- [YOUR INSTRUCTIONS]: Each line of the data must reappear exactly in your answer, with no images included.

Records from a collection:
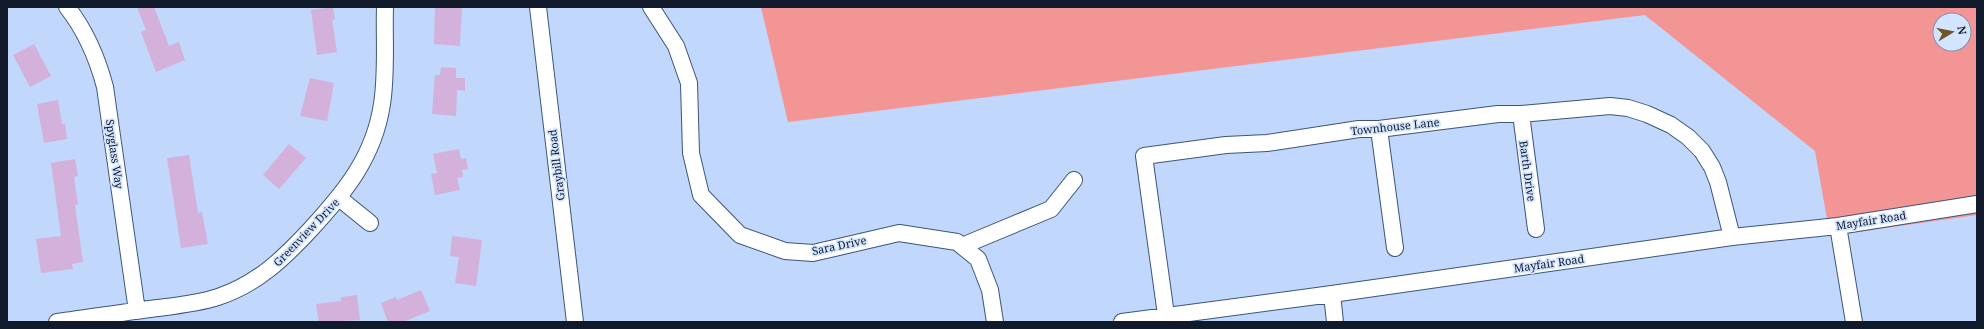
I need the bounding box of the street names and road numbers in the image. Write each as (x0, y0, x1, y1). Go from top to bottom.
street label: Townhouse Lane (1350, 114, 1440, 138)
street label: Spyglass Way (103, 118, 127, 190)
street label: Graybill Road (544, 128, 568, 201)
street label: Barth Drive (1516, 140, 1540, 202)
street label: Greenview Drive (270, 195, 342, 269)
street label: Mayfair Road (1835, 207, 1907, 233)
street label: Sara Drive (810, 232, 868, 258)
street label: Mayfair Road (1513, 251, 1585, 275)

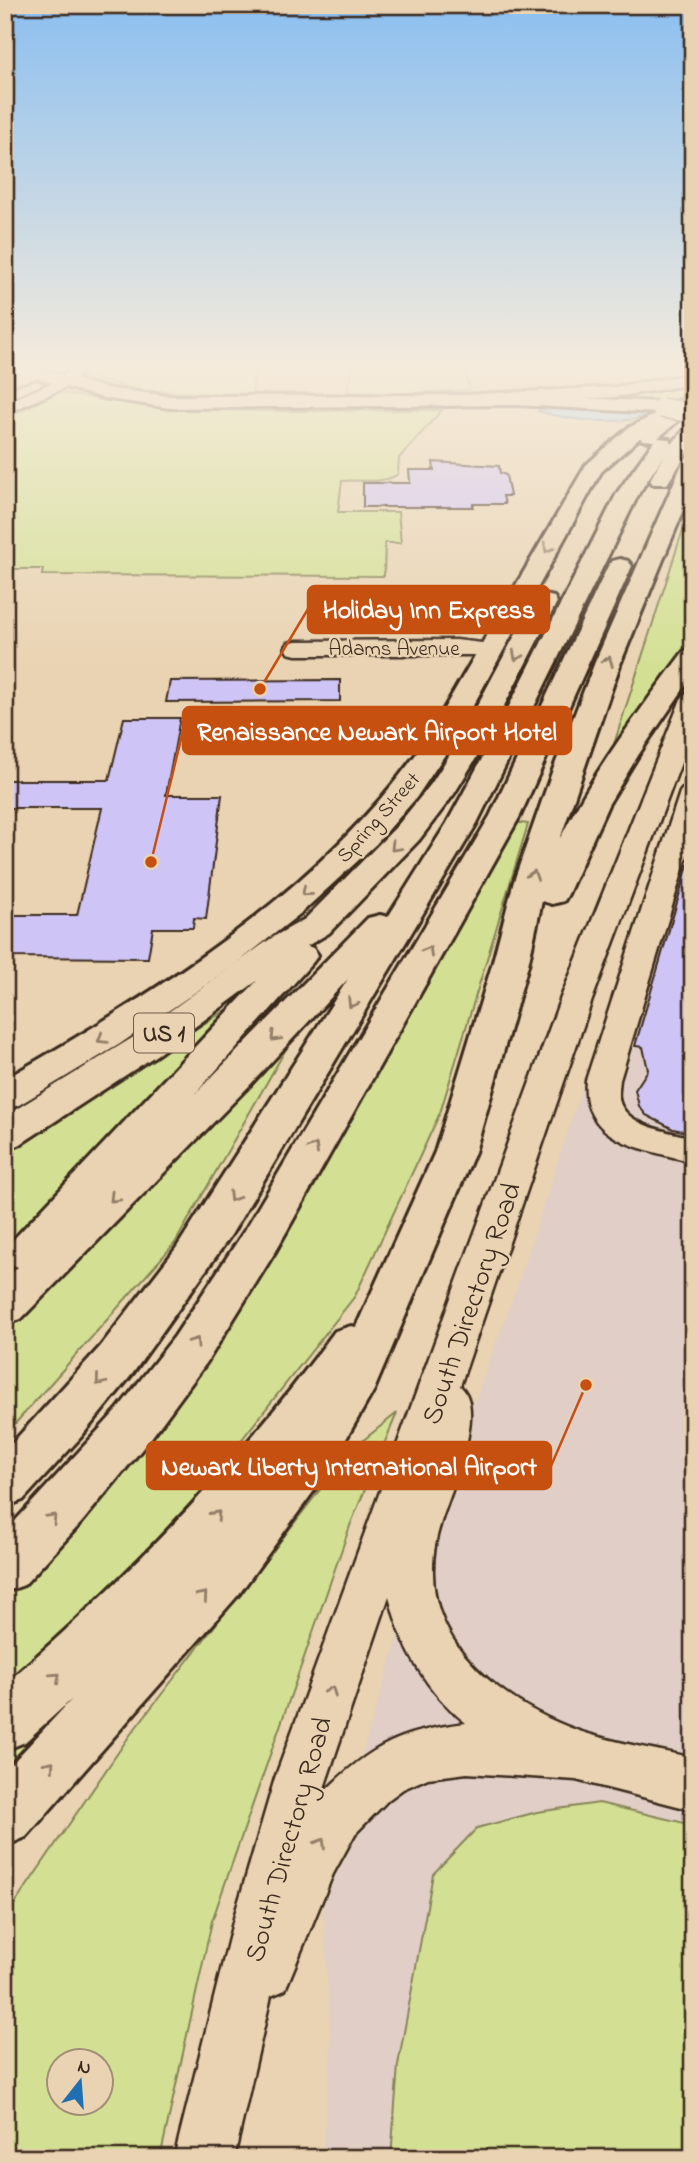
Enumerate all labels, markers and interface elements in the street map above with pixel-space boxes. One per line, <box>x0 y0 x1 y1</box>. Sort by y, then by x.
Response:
one-way arrow <box>543 541 556 554</box>
callout: Holiday Inn Express <box>308 586 549 633</box>
text: Holiday Inn Express <box>323 593 535 631</box>
street label: Adams Avenue <box>328 635 460 665</box>
one-way arrow <box>512 649 525 661</box>
one-way arrow <box>600 656 614 668</box>
callout: Renaissance Newark Airport Hotel <box>183 707 571 754</box>
text: Renaissance Newark Airport Hotel <box>197 715 557 753</box>
street label: Spring Street <box>330 766 430 872</box>
one-way arrow <box>390 838 403 851</box>
one-way arrow <box>525 870 539 882</box>
one-way arrow <box>301 884 314 896</box>
one-way arrow <box>420 946 433 958</box>
one-way arrow <box>348 996 361 1009</box>
road number: US 1 <box>134 1014 194 1052</box>
one-way arrow <box>270 1028 283 1041</box>
one-way arrow <box>96 1030 109 1043</box>
one-way arrow <box>306 1143 319 1155</box>
street label: South Directory Road <box>413 1177 534 1431</box>
one-way arrow <box>228 1189 241 1202</box>
one-way arrow <box>110 1190 123 1203</box>
one-way arrow <box>187 1337 199 1350</box>
one-way arrow <box>95 1374 108 1386</box>
callout: Newark Liberty International Airport <box>147 1442 551 1489</box>
text: Newark Liberty International Airport <box>161 1450 537 1488</box>
one-way arrow <box>208 1510 221 1523</box>
one-way arrow <box>44 1513 57 1526</box>
one-way arrow <box>195 1592 207 1605</box>
one-way arrow <box>48 1672 61 1685</box>
one-way arrow <box>323 1686 337 1698</box>
street label: South Directory Road <box>236 1712 345 1967</box>
one-way arrow <box>42 1760 54 1773</box>
one-way arrow <box>312 1837 325 1850</box>
north arrow <box>46 2048 116 2118</box>
text: N <box>74 2053 94 2083</box>

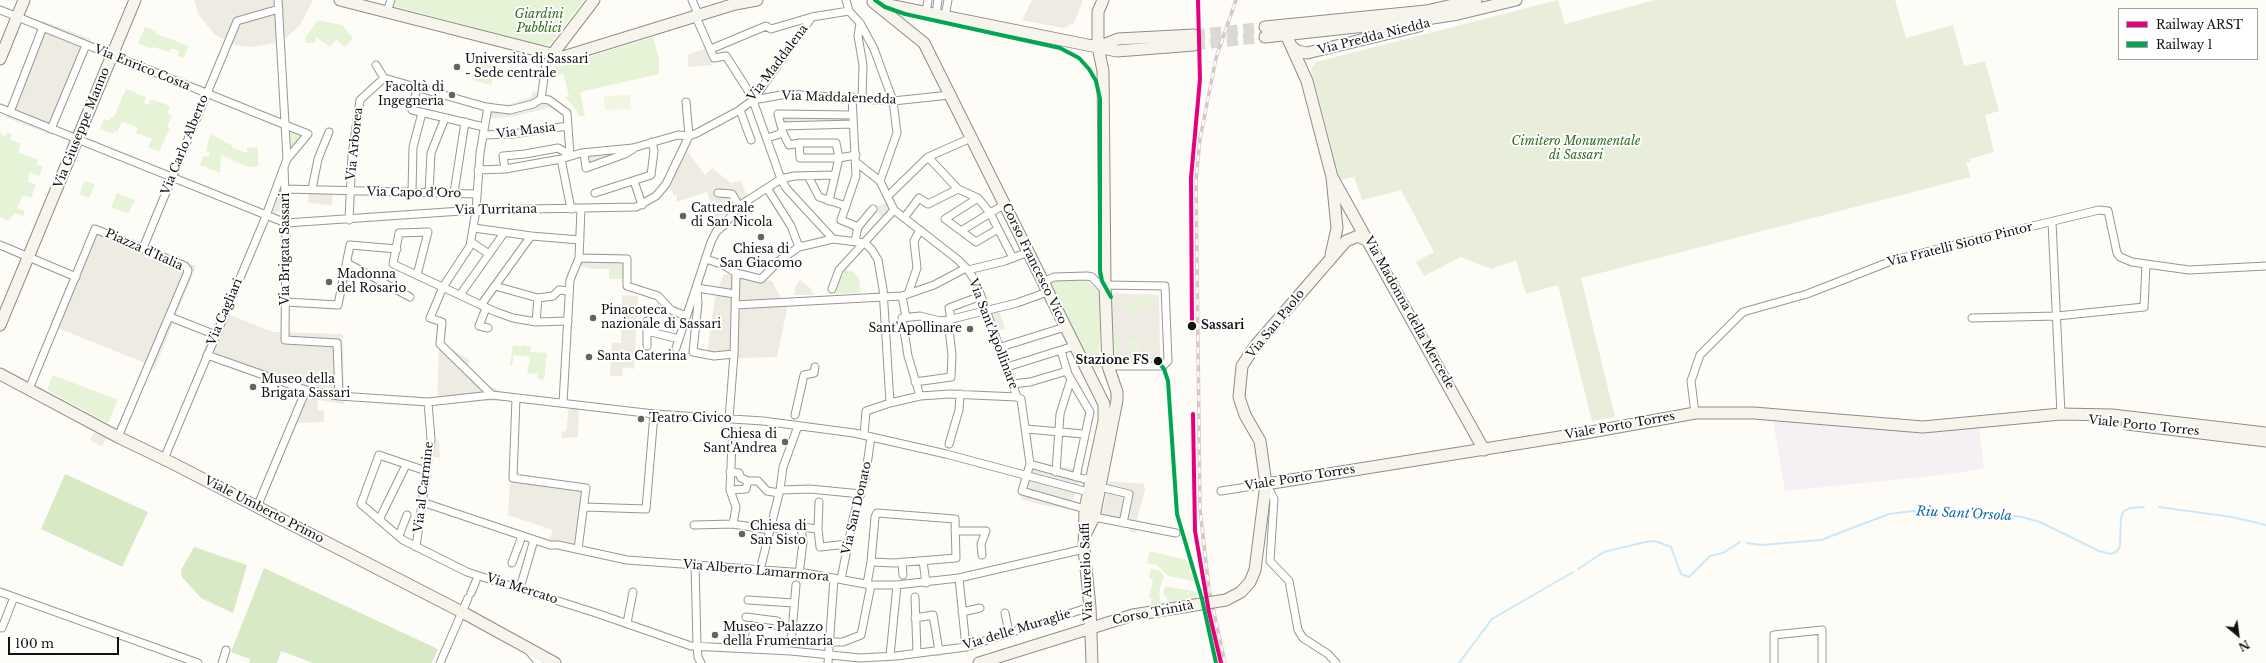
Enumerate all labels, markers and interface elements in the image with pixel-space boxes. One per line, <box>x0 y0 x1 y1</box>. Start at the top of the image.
park label: Giardini Pubblici <box>515 8 563 36</box>
legend <box>2118 8 2258 60</box>
street label: Via Predda Niedda <box>1316 16 1432 58</box>
text: Railway ARST <box>2156 17 2243 32</box>
street label: Via Maddalena <box>745 22 811 104</box>
text: Railway 1 <box>2156 37 2213 52</box>
street label: Via Enrico Costa <box>92 42 192 94</box>
place label: Università di Sassari - Sede centrale <box>465 53 588 81</box>
marker: Università di Sassari - Sede centrale <box>452 62 462 72</box>
street label: Via Giuseppe Manno <box>51 65 113 191</box>
place label: Facoltà di Ingegneria <box>378 81 444 109</box>
street label: Via Maddalenedda <box>781 89 897 107</box>
marker: Facoltà di Ingegneria <box>447 90 457 100</box>
street label: Via Carlo Alberto <box>158 93 212 197</box>
street label: Via Arborea <box>344 107 366 181</box>
street label: Via Masia <box>496 120 556 142</box>
park label: Cimitero Monumentale di Sassari <box>1512 135 1640 163</box>
street label: Via Capo d'Oro <box>367 185 461 201</box>
street label: Via Brigata Sassari <box>279 193 293 305</box>
street label: Corso Francesco Vico <box>998 201 1070 327</box>
street label: Via Turritana <box>455 202 537 218</box>
place label: Cattedrale di San Nicola <box>691 202 772 230</box>
marker: Cattedrale di San Nicola <box>678 211 688 221</box>
street label: Via Fratelli Siotto Pintor <box>1886 220 2034 270</box>
street label: Piazza d'Italia <box>103 226 185 274</box>
marker: Chiesa di San Giacomo <box>756 232 766 242</box>
street label: Via Madonna della Mercede <box>1361 234 1457 392</box>
place label: Chiesa di San Giacomo <box>720 243 802 271</box>
place label: Madonna del Rosario <box>337 268 406 296</box>
street label: Via Cagliari <box>204 276 246 348</box>
marker: Madonna del Rosario <box>324 277 334 287</box>
street label: Via Sant'Apollinare <box>965 277 1021 391</box>
street label: Via San Paolo <box>1244 287 1308 361</box>
place label: Pinacoteca nazionale di Sassari <box>601 304 721 332</box>
marker: Pinacoteca nazionale di Sassari <box>588 313 598 323</box>
place label: Sassari <box>1201 319 1244 333</box>
marker: Sassari <box>1186 320 1198 332</box>
place label: Sant'Apollinare <box>869 322 962 336</box>
marker: Sant'Apollinare <box>965 324 975 334</box>
place label: Santa Caterina <box>597 350 687 364</box>
marker: Santa Caterina <box>584 352 594 362</box>
place label: Stazione FS <box>1075 354 1149 368</box>
marker: Stazione FS <box>1152 355 1164 367</box>
place label: Museo della Brigata Sassari <box>261 373 350 401</box>
marker: Museo della Brigata Sassari <box>248 382 258 392</box>
street label: Viale Porto Torres <box>1564 409 1676 443</box>
place label: Teatro Civico <box>649 412 732 426</box>
street label: Viale Porto Torres <box>2088 413 2200 439</box>
marker: Teatro Civico <box>636 414 646 424</box>
place label: Chiesa di Sant'Andrea <box>703 428 777 456</box>
marker: Chiesa di Sant'Andrea <box>780 437 790 447</box>
street label: Via al Carmine <box>411 441 437 533</box>
street label: Via San Donato <box>839 460 875 556</box>
street label: Viale Porto Torres <box>1244 462 1356 494</box>
street label: Viale Umberto Primo <box>202 474 326 546</box>
water label: Riu Sant'Orsola <box>1916 504 2012 524</box>
place label: Chiesa di San Sisto <box>750 520 807 548</box>
street label: Via Aurelio Saffi <box>1078 523 1096 621</box>
marker: Chiesa di San Sisto <box>737 529 747 539</box>
street label: Via Alberto Lamarmora <box>682 557 830 585</box>
street label: Via Mercato <box>484 571 560 607</box>
street label: Corso Trinità <box>1111 598 1195 628</box>
street label: Via delle Muraglie <box>961 607 1073 653</box>
north arrow <box>2218 615 2258 655</box>
place label: Museo - Palazzo della Frumentaria <box>723 621 833 649</box>
scale bar <box>10 629 121 655</box>
marker: Museo - Palazzo della Frumentaria <box>710 630 720 640</box>
text: 100 m <box>15 636 54 651</box>
text: N <box>2236 637 2252 654</box>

- [RESPONSE TO THIS EXERCISE]:
I need the bounding box of the street names and road numbers in the image. Write each as (x0, y0, x1, y1). Go from top to bottom.
street label: Townhouse Lane (1350, 114, 1440, 138)
street label: Spyglass Way (103, 118, 127, 190)
street label: Graybill Road (544, 128, 568, 201)
street label: Barth Drive (1516, 140, 1540, 202)
street label: Greenview Drive (270, 195, 342, 269)
street label: Mayfair Road (1835, 207, 1907, 233)
street label: Sara Drive (810, 232, 868, 258)
street label: Mayfair Road (1513, 251, 1585, 275)

Enumerate all labels, markers and interface elements in the street map above with pixel-space boxes. One per line, <box>x0 y0 x1 y1</box>. Sort by y, then by x.
Response:
one-way arrow <box>543 541 556 554</box>
callout: Holiday Inn Express <box>308 586 549 633</box>
text: Holiday Inn Express <box>323 593 535 631</box>
street label: Adams Avenue <box>328 635 460 665</box>
one-way arrow <box>512 649 525 661</box>
one-way arrow <box>600 656 614 668</box>
callout: Renaissance Newark Airport Hotel <box>183 707 571 754</box>
text: Renaissance Newark Airport Hotel <box>197 715 557 753</box>
street label: Spring Street <box>330 766 430 872</box>
one-way arrow <box>390 838 403 851</box>
one-way arrow <box>525 870 539 882</box>
one-way arrow <box>301 884 314 896</box>
one-way arrow <box>420 946 433 958</box>
one-way arrow <box>348 996 361 1009</box>
road number: US 1 <box>134 1014 194 1052</box>
one-way arrow <box>270 1028 283 1041</box>
one-way arrow <box>96 1030 109 1043</box>
one-way arrow <box>306 1143 319 1155</box>
street label: South Directory Road <box>413 1177 534 1431</box>
one-way arrow <box>228 1189 241 1202</box>
one-way arrow <box>110 1190 123 1203</box>
one-way arrow <box>187 1337 199 1350</box>
one-way arrow <box>95 1374 108 1386</box>
callout: Newark Liberty International Airport <box>147 1442 551 1489</box>
text: Newark Liberty International Airport <box>161 1450 537 1488</box>
one-way arrow <box>208 1510 221 1523</box>
one-way arrow <box>44 1513 57 1526</box>
one-way arrow <box>195 1592 207 1605</box>
one-way arrow <box>48 1672 61 1685</box>
one-way arrow <box>323 1686 337 1698</box>
street label: South Directory Road <box>236 1712 345 1967</box>
one-way arrow <box>42 1760 54 1773</box>
one-way arrow <box>312 1837 325 1850</box>
north arrow <box>46 2048 116 2118</box>
text: N <box>74 2053 94 2083</box>

Enumerate all labels, markers and interface elements in the image with pixel-space boxes. One per line, <box>x0 y0 x1 y1</box>. Start at the top of the image.
park label: Giardini Pubblici <box>515 8 563 36</box>
legend <box>2118 8 2258 60</box>
street label: Via Predda Niedda <box>1316 16 1432 58</box>
text: Railway ARST <box>2156 17 2243 32</box>
street label: Via Maddalena <box>745 22 811 104</box>
text: Railway 1 <box>2156 37 2213 52</box>
street label: Via Enrico Costa <box>92 42 192 94</box>
place label: Università di Sassari - Sede centrale <box>465 53 588 81</box>
marker: Università di Sassari - Sede centrale <box>452 62 462 72</box>
street label: Via Giuseppe Manno <box>51 65 113 191</box>
place label: Facoltà di Ingegneria <box>378 81 444 109</box>
street label: Via Maddalenedda <box>781 89 897 107</box>
marker: Facoltà di Ingegneria <box>447 90 457 100</box>
street label: Via Carlo Alberto <box>158 93 212 197</box>
street label: Via Arborea <box>344 107 366 181</box>
street label: Via Masia <box>496 120 556 142</box>
park label: Cimitero Monumentale di Sassari <box>1512 135 1640 163</box>
street label: Via Capo d'Oro <box>367 185 461 201</box>
street label: Via Brigata Sassari <box>279 193 293 305</box>
street label: Corso Francesco Vico <box>998 201 1070 327</box>
street label: Via Turritana <box>455 202 537 218</box>
place label: Cattedrale di San Nicola <box>691 202 772 230</box>
marker: Cattedrale di San Nicola <box>678 211 688 221</box>
street label: Via Fratelli Siotto Pintor <box>1886 220 2034 270</box>
street label: Piazza d'Italia <box>103 226 185 274</box>
marker: Chiesa di San Giacomo <box>756 232 766 242</box>
street label: Via Madonna della Mercede <box>1361 234 1457 392</box>
place label: Chiesa di San Giacomo <box>720 243 802 271</box>
place label: Madonna del Rosario <box>337 268 406 296</box>
street label: Via Cagliari <box>204 276 246 348</box>
marker: Madonna del Rosario <box>324 277 334 287</box>
street label: Via Sant'Apollinare <box>965 277 1021 391</box>
street label: Via San Paolo <box>1244 287 1308 361</box>
place label: Pinacoteca nazionale di Sassari <box>601 304 721 332</box>
marker: Pinacoteca nazionale di Sassari <box>588 313 598 323</box>
place label: Sassari <box>1201 319 1244 333</box>
marker: Sassari <box>1186 320 1198 332</box>
place label: Sant'Apollinare <box>869 322 962 336</box>
marker: Sant'Apollinare <box>965 324 975 334</box>
place label: Santa Caterina <box>597 350 687 364</box>
marker: Santa Caterina <box>584 352 594 362</box>
place label: Stazione FS <box>1075 354 1149 368</box>
marker: Stazione FS <box>1152 355 1164 367</box>
place label: Museo della Brigata Sassari <box>261 373 350 401</box>
marker: Museo della Brigata Sassari <box>248 382 258 392</box>
street label: Viale Porto Torres <box>1564 409 1676 443</box>
place label: Teatro Civico <box>649 412 732 426</box>
street label: Viale Porto Torres <box>2088 413 2200 439</box>
marker: Teatro Civico <box>636 414 646 424</box>
place label: Chiesa di Sant'Andrea <box>703 428 777 456</box>
marker: Chiesa di Sant'Andrea <box>780 437 790 447</box>
street label: Via al Carmine <box>411 441 437 533</box>
street label: Via San Donato <box>839 460 875 556</box>
street label: Viale Porto Torres <box>1244 462 1356 494</box>
street label: Viale Umberto Primo <box>202 474 326 546</box>
water label: Riu Sant'Orsola <box>1916 504 2012 524</box>
place label: Chiesa di San Sisto <box>750 520 807 548</box>
street label: Via Aurelio Saffi <box>1078 523 1096 621</box>
marker: Chiesa di San Sisto <box>737 529 747 539</box>
street label: Via Alberto Lamarmora <box>682 557 830 585</box>
street label: Via Mercato <box>484 571 560 607</box>
street label: Corso Trinità <box>1111 598 1195 628</box>
street label: Via delle Muraglie <box>961 607 1073 653</box>
north arrow <box>2218 615 2258 655</box>
place label: Museo - Palazzo della Frumentaria <box>723 621 833 649</box>
scale bar <box>10 629 121 655</box>
marker: Museo - Palazzo della Frumentaria <box>710 630 720 640</box>
text: 100 m <box>15 636 54 651</box>
text: N <box>2236 637 2252 654</box>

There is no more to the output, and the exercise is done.